Even though some countries, including China, are now growing economically while censoring the Internet, that growth is not sustainable, Clinton said during a speech on Internet freedom at George Washington University in Washington, D.C. Clinton called on governments in China, Iran, Vietnam, Burma and elsewhere to end Internet censorship while pointing to recent attempts at censorship in Egypt and Tunisia that failed.
Countries will not be able to maintain divisions that separate economic activity on the Internet from social, religious or political activity, Clinton said. Some countries have tried to get the economic benefits of the Internet while blocking other activity, she said.
“Walls that divide the Internet, that block political content, or ban broad categories of expression, or allow certain forms of peaceful assembly but not others, or intimidate people for expressing their ideas are far easier to erect than to maintain,” she said. “There isn’t an economic Internet and a social Internet and a political Internet. There’s just the Internet.”
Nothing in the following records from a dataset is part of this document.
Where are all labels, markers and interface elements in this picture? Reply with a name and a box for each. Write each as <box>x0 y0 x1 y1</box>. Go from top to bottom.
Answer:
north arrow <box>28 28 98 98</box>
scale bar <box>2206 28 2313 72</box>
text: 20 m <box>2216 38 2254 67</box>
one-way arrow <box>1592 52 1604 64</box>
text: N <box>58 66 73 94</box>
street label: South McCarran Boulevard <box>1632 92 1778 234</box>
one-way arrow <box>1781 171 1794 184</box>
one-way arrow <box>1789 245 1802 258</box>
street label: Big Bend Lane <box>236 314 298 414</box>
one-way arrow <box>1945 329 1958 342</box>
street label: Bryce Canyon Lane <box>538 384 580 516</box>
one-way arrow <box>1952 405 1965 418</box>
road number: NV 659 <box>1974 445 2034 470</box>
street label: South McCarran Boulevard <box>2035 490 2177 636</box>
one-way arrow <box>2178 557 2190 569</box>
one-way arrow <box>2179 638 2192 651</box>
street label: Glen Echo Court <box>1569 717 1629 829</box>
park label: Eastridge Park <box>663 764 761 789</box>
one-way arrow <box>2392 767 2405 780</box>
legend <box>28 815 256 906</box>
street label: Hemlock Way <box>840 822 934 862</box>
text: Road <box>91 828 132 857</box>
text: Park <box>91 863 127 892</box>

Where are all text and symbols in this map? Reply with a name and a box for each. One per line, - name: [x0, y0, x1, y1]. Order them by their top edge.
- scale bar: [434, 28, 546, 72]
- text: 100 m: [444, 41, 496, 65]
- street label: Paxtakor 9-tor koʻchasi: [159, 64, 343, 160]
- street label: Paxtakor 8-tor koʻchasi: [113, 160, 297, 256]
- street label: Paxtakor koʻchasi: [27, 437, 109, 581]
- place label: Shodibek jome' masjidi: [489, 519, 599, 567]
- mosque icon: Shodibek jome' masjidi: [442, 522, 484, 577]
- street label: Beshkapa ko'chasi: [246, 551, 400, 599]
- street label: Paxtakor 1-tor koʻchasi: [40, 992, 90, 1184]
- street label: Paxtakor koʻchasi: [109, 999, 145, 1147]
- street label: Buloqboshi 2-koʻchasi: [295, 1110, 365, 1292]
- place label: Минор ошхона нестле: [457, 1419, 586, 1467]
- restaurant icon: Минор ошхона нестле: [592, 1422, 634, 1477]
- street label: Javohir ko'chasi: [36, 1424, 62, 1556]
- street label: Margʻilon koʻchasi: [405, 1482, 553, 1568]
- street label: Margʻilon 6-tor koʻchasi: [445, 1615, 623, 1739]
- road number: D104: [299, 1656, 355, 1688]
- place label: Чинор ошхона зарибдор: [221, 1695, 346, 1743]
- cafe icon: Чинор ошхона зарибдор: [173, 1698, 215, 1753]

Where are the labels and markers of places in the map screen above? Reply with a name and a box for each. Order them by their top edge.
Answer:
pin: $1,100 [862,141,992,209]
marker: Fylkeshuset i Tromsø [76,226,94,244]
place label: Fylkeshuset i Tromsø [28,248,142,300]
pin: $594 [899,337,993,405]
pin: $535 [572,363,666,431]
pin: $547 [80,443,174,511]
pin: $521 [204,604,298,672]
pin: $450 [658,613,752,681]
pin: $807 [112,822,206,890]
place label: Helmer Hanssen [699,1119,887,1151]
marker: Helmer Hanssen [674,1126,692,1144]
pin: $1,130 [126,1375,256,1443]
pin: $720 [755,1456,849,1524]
Attempts to censor the Internet while reaping its economic benefits will lead to “moral, political and economic” costs that are not sustainable in the long run, she added. “There are opportunity costs for trying to be open for business but closed for free expression, costs to a nation’s education system, its political stability, its social mobility, and its economic potential,” Clinton said. “When countries curtail Internet freedom, they place limits on their economic future.”
Clinton’s speech Tuesday is her second major address on Internet freedom. In January 2010, she announced several new Department of State initiatives to fight Internet censorship.
The Chinese government criticized her first speech and denied that it restricted Internet freedoms.
Clinton mentioned China several times during Tuesday’s speech. Some observers have noted that China’s economy is growing while the country censors the Internet, she said.
But Internet restrictions will have “long-term costs that threaten one day to become a noose that restrains growth and development,” she said.
Countries censoring the Internet should look at recent events in Egypt and Tunisia, Clinton added. In Tunisia, the Internet provided an economic tie to Europe, while censorship was “on par with China and Iran,” she said.
“The effort to divide the economic Internet from the everything-else Internet could not be sustained,” she said. “People — especially young people — found ways to use connection technologies to organize and share grievances, which as we know, helped fuel a movement that led to revolutionary change.”
Businesses should be wary of operating in countries with heavy Internet censorship regimes, Clinton said.
“If you invest in countries with aggressive censorship and surveillance policies, your website could be shut down without warning, your servers hacked by the government, your designs stolen, or your staff threatened with arrest or expulsion for failing to comply with a politically motivated order,” she said. “The risks to your bottom line and to your integrity will, at some point, outweigh the potential rewards, especially if there are market opportunities elsewhere.”